#### What you have to do
From the records below, copy out each line that has the word "canvas".

#### Stored dataset items
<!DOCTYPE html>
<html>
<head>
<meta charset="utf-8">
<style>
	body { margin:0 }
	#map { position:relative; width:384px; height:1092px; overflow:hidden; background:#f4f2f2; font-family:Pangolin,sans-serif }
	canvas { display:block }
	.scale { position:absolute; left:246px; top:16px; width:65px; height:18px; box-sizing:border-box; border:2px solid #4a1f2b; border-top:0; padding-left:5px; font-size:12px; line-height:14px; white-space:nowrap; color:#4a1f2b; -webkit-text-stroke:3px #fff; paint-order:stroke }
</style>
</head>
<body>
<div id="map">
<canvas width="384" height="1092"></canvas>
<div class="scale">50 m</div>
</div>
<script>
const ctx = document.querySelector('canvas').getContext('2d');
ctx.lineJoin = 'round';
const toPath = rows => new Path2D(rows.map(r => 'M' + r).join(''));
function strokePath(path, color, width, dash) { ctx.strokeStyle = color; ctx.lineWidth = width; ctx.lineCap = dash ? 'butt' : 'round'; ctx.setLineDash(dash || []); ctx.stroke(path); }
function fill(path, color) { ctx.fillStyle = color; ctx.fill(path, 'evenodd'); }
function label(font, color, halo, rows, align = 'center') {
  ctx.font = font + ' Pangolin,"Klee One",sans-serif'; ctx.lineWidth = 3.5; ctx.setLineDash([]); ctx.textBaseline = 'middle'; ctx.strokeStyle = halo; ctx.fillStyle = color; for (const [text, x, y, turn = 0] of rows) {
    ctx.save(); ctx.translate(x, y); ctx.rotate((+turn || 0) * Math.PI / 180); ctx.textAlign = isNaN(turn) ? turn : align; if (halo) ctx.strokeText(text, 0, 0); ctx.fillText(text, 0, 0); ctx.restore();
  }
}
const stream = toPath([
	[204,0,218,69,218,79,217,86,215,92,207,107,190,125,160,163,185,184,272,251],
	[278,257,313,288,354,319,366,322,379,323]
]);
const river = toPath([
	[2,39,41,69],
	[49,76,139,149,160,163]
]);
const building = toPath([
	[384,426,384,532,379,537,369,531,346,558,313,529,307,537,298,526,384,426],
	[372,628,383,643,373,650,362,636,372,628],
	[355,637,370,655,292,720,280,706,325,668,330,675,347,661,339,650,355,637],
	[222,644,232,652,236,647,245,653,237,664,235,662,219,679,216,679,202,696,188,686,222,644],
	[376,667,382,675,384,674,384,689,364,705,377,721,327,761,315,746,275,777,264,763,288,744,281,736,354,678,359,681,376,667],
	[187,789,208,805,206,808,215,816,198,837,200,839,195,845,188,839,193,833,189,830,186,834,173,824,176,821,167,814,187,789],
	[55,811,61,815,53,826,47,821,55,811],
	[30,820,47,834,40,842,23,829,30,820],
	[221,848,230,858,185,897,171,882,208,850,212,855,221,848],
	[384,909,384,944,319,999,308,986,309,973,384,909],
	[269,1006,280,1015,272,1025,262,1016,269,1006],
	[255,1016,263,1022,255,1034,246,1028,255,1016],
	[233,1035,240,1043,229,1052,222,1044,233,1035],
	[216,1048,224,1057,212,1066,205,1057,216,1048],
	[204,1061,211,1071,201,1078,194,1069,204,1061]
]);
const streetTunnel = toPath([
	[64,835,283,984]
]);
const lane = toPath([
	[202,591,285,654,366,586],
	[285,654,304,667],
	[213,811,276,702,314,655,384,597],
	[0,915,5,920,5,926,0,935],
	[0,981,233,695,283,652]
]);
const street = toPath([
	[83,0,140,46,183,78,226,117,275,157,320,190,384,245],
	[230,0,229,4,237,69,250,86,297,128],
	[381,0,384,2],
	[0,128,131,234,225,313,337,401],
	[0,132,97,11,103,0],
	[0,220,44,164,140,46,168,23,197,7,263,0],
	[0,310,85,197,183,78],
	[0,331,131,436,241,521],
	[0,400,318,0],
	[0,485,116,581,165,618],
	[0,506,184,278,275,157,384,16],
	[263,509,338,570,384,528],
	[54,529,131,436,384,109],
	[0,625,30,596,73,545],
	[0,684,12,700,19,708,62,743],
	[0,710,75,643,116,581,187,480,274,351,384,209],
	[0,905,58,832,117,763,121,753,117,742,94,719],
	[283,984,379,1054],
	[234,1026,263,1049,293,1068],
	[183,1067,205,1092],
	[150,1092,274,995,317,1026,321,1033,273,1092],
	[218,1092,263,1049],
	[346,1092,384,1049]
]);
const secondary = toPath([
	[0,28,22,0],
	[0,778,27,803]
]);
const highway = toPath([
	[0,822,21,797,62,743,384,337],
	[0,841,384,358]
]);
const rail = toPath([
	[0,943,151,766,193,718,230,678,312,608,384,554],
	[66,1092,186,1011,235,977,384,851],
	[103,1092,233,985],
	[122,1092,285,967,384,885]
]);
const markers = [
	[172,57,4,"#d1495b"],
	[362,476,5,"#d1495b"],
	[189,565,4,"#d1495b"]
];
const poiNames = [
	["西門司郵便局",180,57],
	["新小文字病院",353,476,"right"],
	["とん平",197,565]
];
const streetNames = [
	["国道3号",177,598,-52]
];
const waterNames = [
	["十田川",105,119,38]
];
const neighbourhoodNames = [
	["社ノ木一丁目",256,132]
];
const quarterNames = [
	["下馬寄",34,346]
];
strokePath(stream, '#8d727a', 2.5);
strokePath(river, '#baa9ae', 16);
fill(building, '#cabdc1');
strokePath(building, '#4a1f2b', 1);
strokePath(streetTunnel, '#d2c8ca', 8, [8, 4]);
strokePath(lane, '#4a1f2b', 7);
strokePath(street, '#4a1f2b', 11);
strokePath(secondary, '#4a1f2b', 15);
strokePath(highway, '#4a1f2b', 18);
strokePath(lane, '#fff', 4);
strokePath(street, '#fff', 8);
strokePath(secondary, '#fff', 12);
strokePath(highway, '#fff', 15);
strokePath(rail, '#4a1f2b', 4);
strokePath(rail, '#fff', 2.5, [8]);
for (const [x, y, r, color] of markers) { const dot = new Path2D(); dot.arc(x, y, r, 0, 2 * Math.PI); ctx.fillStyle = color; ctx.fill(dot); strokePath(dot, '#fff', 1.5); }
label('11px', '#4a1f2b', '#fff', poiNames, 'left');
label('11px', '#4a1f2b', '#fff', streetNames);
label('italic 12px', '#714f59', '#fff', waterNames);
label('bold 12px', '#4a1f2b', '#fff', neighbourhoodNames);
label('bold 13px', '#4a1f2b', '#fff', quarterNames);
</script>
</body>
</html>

#### Your response
	canvas { display:block }
<canvas width="384" height="1092"></canvas>
const ctx = document.querySelector('canvas').getContext('2d');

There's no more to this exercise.